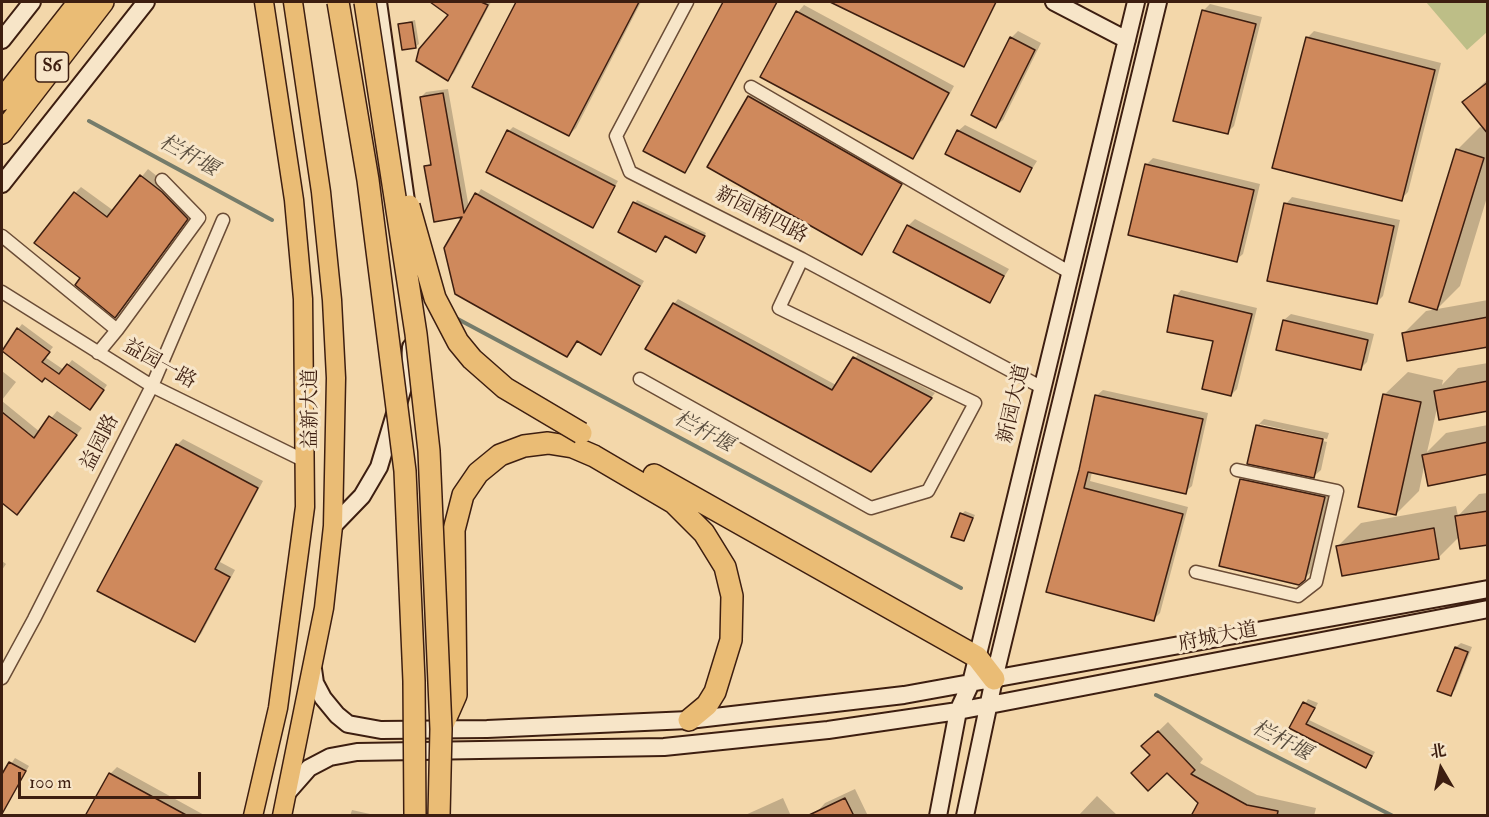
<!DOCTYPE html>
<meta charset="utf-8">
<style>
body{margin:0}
#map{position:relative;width:1489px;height:817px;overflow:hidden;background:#f3d7aa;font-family:"IM FELL Double Pica","Noto Serif SC",serif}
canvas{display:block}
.frame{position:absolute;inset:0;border:3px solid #3d1e10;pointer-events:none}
.north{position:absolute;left:1411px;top:739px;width:60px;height:60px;-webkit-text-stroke:4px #f7e5c8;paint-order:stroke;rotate:351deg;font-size:16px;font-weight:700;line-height:24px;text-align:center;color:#3d1e10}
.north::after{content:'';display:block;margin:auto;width:21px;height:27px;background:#3d1e10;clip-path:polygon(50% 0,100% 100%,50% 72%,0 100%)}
.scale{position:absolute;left:18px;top:772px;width:183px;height:27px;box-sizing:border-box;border:3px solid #3d1e10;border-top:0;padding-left:8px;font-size:18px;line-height:21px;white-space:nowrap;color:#3d1e10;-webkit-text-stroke:4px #f7e5c8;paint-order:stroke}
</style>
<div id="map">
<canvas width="1489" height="817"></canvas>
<div class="frame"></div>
<div class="north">北</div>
<div class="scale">100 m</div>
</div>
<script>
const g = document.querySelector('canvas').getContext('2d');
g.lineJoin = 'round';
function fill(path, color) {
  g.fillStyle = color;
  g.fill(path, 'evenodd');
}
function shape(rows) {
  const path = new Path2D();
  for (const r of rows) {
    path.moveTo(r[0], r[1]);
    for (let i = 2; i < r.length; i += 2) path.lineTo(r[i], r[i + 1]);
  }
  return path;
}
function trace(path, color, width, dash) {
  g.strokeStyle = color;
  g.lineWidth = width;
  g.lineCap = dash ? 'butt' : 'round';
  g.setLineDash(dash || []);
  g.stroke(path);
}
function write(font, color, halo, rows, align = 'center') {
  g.font = font + ' "IM FELL Double Pica","Noto Serif SC",serif';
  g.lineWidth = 6;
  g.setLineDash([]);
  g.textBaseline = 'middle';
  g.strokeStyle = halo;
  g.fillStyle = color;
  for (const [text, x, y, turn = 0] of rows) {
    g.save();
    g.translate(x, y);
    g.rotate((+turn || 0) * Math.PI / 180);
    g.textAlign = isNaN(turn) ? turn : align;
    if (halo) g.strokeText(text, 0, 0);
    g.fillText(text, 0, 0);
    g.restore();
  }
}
fill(shape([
 [1426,2,1487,2,1487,32,1467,50]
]), '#bdbe87');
fill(shape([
 [432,2,491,2,454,73,448,79,450,15],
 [518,2,641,2,576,128,569,135,474,86],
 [725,2,778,2,690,166,685,171,645,150],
 [834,2,997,2,969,59,963,65],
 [1210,4,1262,17,1234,126,1227,133,1203,11],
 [804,5,954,86,919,151,912,157,762,76,798,12],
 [415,20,419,44,416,46,400,24],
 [1018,31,1041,43,1003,120,996,126,1011,38],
 [1314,31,1441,63,1408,192,1401,199,1307,38],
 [1488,79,1488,194,1460,286,1437,309,1457,150,1480,127,1486,129,1464,102],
 [448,89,469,208,481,189,644,281,601,353,578,340,567,355,465,215,426,167,431,162,421,97,426,92],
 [755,90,907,177,868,246,862,253,709,167,749,96],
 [965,125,1037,161,1019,190,958,131],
 [513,127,618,181,593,226,509,131],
 [1153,158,1260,184,1243,254,1236,260,1129,234,1147,164],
 [148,169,168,185,194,211,115,316,75,193,81,187,114,211],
 [1292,197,1400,220,1383,296,1377,302,1286,204],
 [637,200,706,233,698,248,665,235,620,231],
 [915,219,1009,269,989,301,908,226],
 [1181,290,1257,308,1237,389,1231,395,1215,340,1176,296],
 [678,299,836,385,859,353,935,393,876,465,674,304],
 [1488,300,1488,345,1403,334,1426,311],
 [1291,314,1374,334,1367,362,1360,369,1284,320],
 [22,324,53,347,45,357,64,370,72,360,107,385,94,404,45,376,41,380,2,350],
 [1488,363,1488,409,1438,404,1427,452,1446,433,1488,425,1488,473,1425,462,1419,491,1396,514,1385,394,1408,372,1443,380,1442,385,1458,368],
 [2,371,16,382,2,400],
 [1103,390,1208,413,1192,486,1185,492,1092,472,1090,481,1188,507,1160,613,1154,619,1048,591,1080,471,1096,396],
 [2,401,40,432,57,411,82,428,17,513,2,501],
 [1264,419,1329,433,1327,439,1260,424,1260,427,1327,442,1321,470,1314,476,1257,426],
 [183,439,263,481,220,562,235,570,201,634,194,641,177,445],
 [1248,473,1331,491,1311,572,1304,579,1242,480],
 [1488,493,1488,543,1459,537,1438,558,1338,546,1361,523,1456,506,1458,516,1479,494],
 [965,511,975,515,963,539,962,514],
 [2,561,6,564,2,570],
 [1461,643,1472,647,1455,690,1450,694,1456,647],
 [1308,699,1318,703,1309,720,1375,752,1366,767,1291,728],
 [1168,722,1203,759,1200,763,1257,795,1316,808,1314,816,1224,816,1200,803,1143,746],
 [15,758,29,766,2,814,2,777],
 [117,767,206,816,87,816,110,774],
 [855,789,868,816,817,816,816,813,825,803],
 [1097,796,1118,816,1078,816],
 [783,798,791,816,743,816],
 [352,810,379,816,350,816]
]), '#0003');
trace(shape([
 [89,121,272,220],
 [454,317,961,588],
 [1156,695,1393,816]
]), '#757c6b', 4);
const building = shape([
 [430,2,481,2,488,5,448,81,416,61,419,49,448,15,430,2],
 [516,2,639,2,569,136,472,87,516,2],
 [723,2,777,2,685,173,643,151,723,2],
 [830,2,996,2,964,67,830,2],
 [1202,10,1256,24,1228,134,1173,121,1202,10],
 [796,11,949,93,913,159,760,77,796,11],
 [412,22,416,48,402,50,398,24,412,22],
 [1010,37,1035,50,996,128,971,115,1010,37],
 [1306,37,1435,70,1402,201,1272,168,1306,37],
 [1488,82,1488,134,1462,102,1488,82],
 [443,93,464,213,475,193,640,286,601,355,577,341,567,357,455,294,444,248,462,217,434,222,424,166,431,165,420,97,443,93],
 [748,96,902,184,862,255,707,167,748,96],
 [507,130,615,186,593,228,486,172,507,130],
 [957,130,1032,168,1020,192,945,154,957,130],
 [1456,149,1484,158,1437,310,1409,302,1456,149],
 [1145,164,1254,190,1237,262,1128,235,1145,164],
 [140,175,162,192,188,219,115,318,75,285,80,278,34,243,74,192,107,217,140,175],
 [633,202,705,236,696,253,665,236,656,252,618,232,633,202],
 [1284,203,1394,226,1377,304,1267,281,1284,203],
 [907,225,1004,276,990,303,893,252,907,225],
 [1174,295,1252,314,1231,396,1202,389,1213,341,1167,332,1174,295],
 [673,303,832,390,853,357,932,398,871,472,645,349,673,303],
 [1488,317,1488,347,1407,361,1402,333,1488,317],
 [1283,320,1368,340,1361,370,1276,350,1283,320],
 [17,328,50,352,42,362,59,374,67,364,104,390,90,410,45,378,42,382,2,351,17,328],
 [1488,381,1488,411,1439,420,1434,391,1488,381],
 [1383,394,1421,402,1396,515,1358,507,1383,394],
 [1095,395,1203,419,1186,494,1088,472,1084,488,1183,514,1154,621,1046,592,1079,470,1095,395],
 [2,412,34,438,49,416,77,435,17,515,2,503,2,412],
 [1256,425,1323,439,1314,478,1247,464,1256,425],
 [1488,442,1488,474,1428,486,1422,455,1488,442],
 [176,444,258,488,215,569,230,577,195,642,97,591,176,444],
 [1240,479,1325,497,1305,580,1299,585,1219,566,1240,479],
 [1488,511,1488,545,1460,549,1455,516,1488,511],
 [960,513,973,518,964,541,951,537,960,513],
 [1434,528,1439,559,1342,576,1336,546,1434,528],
 [1455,647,1468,652,1451,696,1437,691,1455,647],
 [1303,702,1315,708,1306,724,1372,756,1366,768,1289,728,1303,702],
 [1158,731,1195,770,1191,774,1247,805,1278,811,1277,816,1191,816,1198,803,1167,773,1148,791,1131,773,1150,755,1141,746,1158,731],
 [9,762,26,771,2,814,2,774,9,762],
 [109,773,188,816,85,816,109,773],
 [845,798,854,816,807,816,845,798]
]);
fill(building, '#cf895c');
trace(building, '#3d1e10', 1.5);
const street = shape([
 [687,2,616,136,630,172,802,259,1041,387],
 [751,87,1069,272],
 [2,236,117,330,199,218,162,180],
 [2,292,152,386,305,461],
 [98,353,117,330],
 [640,379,871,508,928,491,975,403,779,308,802,259],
 [1196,572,1298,596,1316,582,1337,491,1237,470],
 [2,678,34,619,152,386,223,220]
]);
const secondary = shape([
 [378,2,407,208],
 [1054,2,1127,40],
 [2,40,32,2],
 [2,184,146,2],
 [333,526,362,496,379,467,410,364,411,347],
 [313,669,315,683,323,698,337,715,348,724,381,730,487,729,689,720,904,695,1488,589],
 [287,793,309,768,330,757,357,752,664,747,828,730,958,711,1488,609],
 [938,816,958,711,971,683,1136,2],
 [965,816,994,679,1158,2]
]);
const primary = shape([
 [253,816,278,708,305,507,303,299,294,200,264,2],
 [282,816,324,608,333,526,336,378,332,300,321,192,293,2]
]);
const highway = shape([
 [2,100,79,2],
 [2,133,103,2],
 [654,475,977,657,994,679],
 [441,729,456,695,454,530,463,495,478,473,500,455,524,446,548,443,573,447,594,456,674,503,704,533,725,567,732,596,731,640,715,692,707,705,689,720]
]);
trace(street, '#6a4c36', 15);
trace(secondary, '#3d1e10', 20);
trace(primary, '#3d1e10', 21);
trace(highway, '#3d1e10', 24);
trace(street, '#f7e5c8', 12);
trace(secondary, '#f7e5c8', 16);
trace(primary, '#eabc75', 18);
trace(highway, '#eabc75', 21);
const highwayBridge = shape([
 [338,2,368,180,405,471,414,681,415,816],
 [365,2,416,334,429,451,441,729,439,816],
 [409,206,435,298,458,342,472,359,505,388,581,433]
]);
trace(highwayBridge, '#3d1e10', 24, []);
trace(highwayBridge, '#eabc75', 21);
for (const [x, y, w] of [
 [52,67,33]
]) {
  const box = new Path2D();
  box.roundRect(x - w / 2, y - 15, w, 30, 4.5);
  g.fillStyle = '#f7e5c8';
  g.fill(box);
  trace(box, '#3d1e10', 1.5);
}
write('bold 18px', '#3d1e10', null, [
 ["S6",52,67]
]);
write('20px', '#3d1e10', '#f7e5c8', [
 ["新园南四路",761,216,27],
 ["益园一路",159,365,29],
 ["新园大道",1015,404,-77],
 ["益新大道",312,409,-90],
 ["益园路",101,443,-63],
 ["府城大道",1218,638,-11]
]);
write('italic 21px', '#594d3e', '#f7e5c8', [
 ["栏杆堰",188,157,29],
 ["栏杆堰",703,433,28],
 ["栏杆堰",1281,742,27]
]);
</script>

-- What you should do --
Filter the records above down to the lines that hold the string "function".

-- Output of the exercise --
function fill(path, color) {
function shape(rows) {
function trace(path, color, width, dash) {
function write(font, color, halo, rows, align = 'center') {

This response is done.